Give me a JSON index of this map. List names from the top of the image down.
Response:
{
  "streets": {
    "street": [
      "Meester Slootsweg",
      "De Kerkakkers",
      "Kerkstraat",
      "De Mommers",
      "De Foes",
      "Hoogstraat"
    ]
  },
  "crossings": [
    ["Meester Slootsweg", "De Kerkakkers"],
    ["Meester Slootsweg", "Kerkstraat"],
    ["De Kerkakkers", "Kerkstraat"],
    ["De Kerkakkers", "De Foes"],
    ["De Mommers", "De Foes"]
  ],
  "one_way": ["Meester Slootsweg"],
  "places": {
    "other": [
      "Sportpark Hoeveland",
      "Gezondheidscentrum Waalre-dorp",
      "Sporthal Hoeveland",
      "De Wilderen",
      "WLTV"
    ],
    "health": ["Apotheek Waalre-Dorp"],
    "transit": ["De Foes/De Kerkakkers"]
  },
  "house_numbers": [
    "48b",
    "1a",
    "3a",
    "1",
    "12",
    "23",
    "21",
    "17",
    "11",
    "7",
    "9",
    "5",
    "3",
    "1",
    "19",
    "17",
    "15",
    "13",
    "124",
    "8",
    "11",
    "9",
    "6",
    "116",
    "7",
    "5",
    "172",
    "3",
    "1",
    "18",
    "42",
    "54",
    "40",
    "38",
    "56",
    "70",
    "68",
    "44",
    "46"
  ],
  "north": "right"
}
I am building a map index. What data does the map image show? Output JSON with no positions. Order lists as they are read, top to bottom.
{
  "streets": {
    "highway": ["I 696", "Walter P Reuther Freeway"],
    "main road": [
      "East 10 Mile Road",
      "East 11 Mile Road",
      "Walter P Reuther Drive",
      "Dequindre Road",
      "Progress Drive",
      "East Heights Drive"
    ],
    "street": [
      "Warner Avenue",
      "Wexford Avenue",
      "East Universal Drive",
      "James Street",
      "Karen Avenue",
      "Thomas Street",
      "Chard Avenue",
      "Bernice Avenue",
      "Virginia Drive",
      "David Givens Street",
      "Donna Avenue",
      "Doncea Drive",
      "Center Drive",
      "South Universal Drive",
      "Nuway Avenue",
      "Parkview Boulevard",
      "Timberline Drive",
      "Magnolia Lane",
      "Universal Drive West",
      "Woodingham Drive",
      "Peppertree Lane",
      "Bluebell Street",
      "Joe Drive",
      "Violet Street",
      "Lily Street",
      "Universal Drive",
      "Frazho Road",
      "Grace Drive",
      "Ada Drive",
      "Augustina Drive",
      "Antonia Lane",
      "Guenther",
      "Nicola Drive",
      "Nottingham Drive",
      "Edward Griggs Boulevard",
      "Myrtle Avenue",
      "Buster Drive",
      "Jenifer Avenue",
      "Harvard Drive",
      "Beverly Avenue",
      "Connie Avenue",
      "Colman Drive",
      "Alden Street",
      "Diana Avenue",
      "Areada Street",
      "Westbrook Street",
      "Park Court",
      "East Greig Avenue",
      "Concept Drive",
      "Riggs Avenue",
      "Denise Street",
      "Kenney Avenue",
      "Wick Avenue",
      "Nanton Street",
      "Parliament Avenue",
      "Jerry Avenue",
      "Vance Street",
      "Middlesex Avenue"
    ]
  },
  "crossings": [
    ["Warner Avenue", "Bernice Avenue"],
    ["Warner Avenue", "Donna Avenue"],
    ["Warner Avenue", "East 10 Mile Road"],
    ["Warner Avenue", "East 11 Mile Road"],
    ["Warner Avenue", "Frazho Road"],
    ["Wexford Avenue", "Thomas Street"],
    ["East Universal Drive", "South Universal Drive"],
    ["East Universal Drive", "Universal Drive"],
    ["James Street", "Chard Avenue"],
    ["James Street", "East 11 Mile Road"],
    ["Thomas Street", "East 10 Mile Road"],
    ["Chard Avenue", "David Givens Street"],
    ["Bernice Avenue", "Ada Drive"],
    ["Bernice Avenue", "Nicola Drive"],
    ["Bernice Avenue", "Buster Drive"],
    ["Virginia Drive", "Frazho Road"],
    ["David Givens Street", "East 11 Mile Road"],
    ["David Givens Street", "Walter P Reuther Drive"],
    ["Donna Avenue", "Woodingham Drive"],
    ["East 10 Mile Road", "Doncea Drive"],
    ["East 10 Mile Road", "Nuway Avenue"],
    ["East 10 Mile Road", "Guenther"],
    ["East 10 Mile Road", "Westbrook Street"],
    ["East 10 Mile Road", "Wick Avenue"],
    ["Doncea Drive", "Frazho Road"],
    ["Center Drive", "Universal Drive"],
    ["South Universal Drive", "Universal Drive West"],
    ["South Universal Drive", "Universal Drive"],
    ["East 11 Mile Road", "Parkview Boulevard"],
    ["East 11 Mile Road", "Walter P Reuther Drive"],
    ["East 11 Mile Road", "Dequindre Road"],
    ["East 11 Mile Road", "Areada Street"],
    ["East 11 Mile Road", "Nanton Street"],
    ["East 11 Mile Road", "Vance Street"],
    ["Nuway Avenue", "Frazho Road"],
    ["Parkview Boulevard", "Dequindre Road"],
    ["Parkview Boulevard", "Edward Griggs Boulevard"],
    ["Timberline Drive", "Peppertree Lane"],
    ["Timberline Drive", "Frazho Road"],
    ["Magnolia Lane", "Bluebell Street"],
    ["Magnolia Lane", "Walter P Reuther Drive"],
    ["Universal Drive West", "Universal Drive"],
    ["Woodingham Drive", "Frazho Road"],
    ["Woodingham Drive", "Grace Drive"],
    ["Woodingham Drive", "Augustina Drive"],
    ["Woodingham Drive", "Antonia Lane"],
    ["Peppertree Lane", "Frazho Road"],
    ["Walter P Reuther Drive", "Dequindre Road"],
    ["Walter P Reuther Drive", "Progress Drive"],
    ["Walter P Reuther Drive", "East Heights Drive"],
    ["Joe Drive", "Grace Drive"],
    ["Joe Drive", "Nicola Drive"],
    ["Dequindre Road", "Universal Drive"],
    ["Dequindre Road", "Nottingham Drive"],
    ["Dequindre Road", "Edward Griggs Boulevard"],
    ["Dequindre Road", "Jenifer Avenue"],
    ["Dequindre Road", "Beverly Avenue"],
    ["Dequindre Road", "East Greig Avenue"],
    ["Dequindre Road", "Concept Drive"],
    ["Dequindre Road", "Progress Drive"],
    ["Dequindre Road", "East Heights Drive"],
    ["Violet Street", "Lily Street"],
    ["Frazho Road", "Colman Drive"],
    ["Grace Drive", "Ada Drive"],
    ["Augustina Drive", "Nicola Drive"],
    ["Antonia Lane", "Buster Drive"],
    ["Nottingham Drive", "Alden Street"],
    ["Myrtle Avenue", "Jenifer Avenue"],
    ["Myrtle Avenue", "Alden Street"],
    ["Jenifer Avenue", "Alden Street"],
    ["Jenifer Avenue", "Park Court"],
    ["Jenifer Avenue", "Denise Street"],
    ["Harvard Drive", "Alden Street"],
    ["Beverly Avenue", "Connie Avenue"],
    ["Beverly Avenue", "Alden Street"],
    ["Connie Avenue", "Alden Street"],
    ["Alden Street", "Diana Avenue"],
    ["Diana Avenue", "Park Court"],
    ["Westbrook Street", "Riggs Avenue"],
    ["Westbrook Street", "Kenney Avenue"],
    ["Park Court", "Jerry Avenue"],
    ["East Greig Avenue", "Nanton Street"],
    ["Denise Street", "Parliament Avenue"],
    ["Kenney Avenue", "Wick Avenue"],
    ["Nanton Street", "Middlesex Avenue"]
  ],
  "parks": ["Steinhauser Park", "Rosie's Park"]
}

──────────────────────────────

* WHAT YOU WILL DO
Check each line above for the string "Violet" and copy those that have it.

* RESPONSE TO THIS EXERCISE
      "Violet Street",
    ["Violet Street", "Lily Street"],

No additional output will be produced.